First, look at your child's present levels. Where are his/her struggles? Identify them (I use a highlighter)
Then follow this:
R Realistic and relevant
T Time-limited (1 year)
Specific - you want your child's goal to be specific! You don't want "William will increase his language by the end of second semester"
Well, that's not very specific, is it? We don't know by how much, in what settings or if this is expressive language, written language, functional, fluency, social, receptive etc..
A better goal based on Williams assessments/present levels would be - "William will name items from an array of 25 symbols when given verbal clues describing appearance, function, or other features, in 8 of 10 opportunities supported by General Education, Speech Therapist, and Special Education Teachers"

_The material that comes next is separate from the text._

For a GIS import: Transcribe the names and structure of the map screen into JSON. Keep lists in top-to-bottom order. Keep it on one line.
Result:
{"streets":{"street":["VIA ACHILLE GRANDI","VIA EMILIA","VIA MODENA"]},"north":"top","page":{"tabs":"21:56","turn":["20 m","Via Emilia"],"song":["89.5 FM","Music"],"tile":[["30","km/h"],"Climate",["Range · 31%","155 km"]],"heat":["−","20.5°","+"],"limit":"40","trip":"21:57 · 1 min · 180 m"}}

Measurable - That would be the 8 out of 10 opportunities. If you feel that may be too high you and the team can talk about what might be more attainable. It could even look like 80% , 75%, 7 out of 10, 90% - how ever it's written there it should be measurable. This is also important for collecting data and how close William is to reaching this goal.
Achievable/ Attainable - You know your child best! Look closely at his/her annual goals. Look at the benchmarks (I call them baby steps) in how they are going to reach that annual goal. Is this something you can see your child doing from where she/he is at now? Talk with the team, go over your concerns, ask them to explain how they plan to reach that goal (what does that look like?) and if the team needs to - rewrite that goal to something more attainable. If he/she reaches the goal sooner, you can always meet again and create a new goal.
Realistic/Relevant - This is important because this is the part of the goal that because the unique and individualized piece. Make sure this is a goal that is relevant to YOUR child and unique to YOUR child's needs.
Time Limited - 1 year. We want all goal reached by the next annual IEP meeting. There is an issue when we have to write the same goal over and over. If your child isn't reaching his/her goals we need to discuss as a team what we can do differently to help meet the needs of the child.
Well, that's a start on creating unique and individualized goals for your child!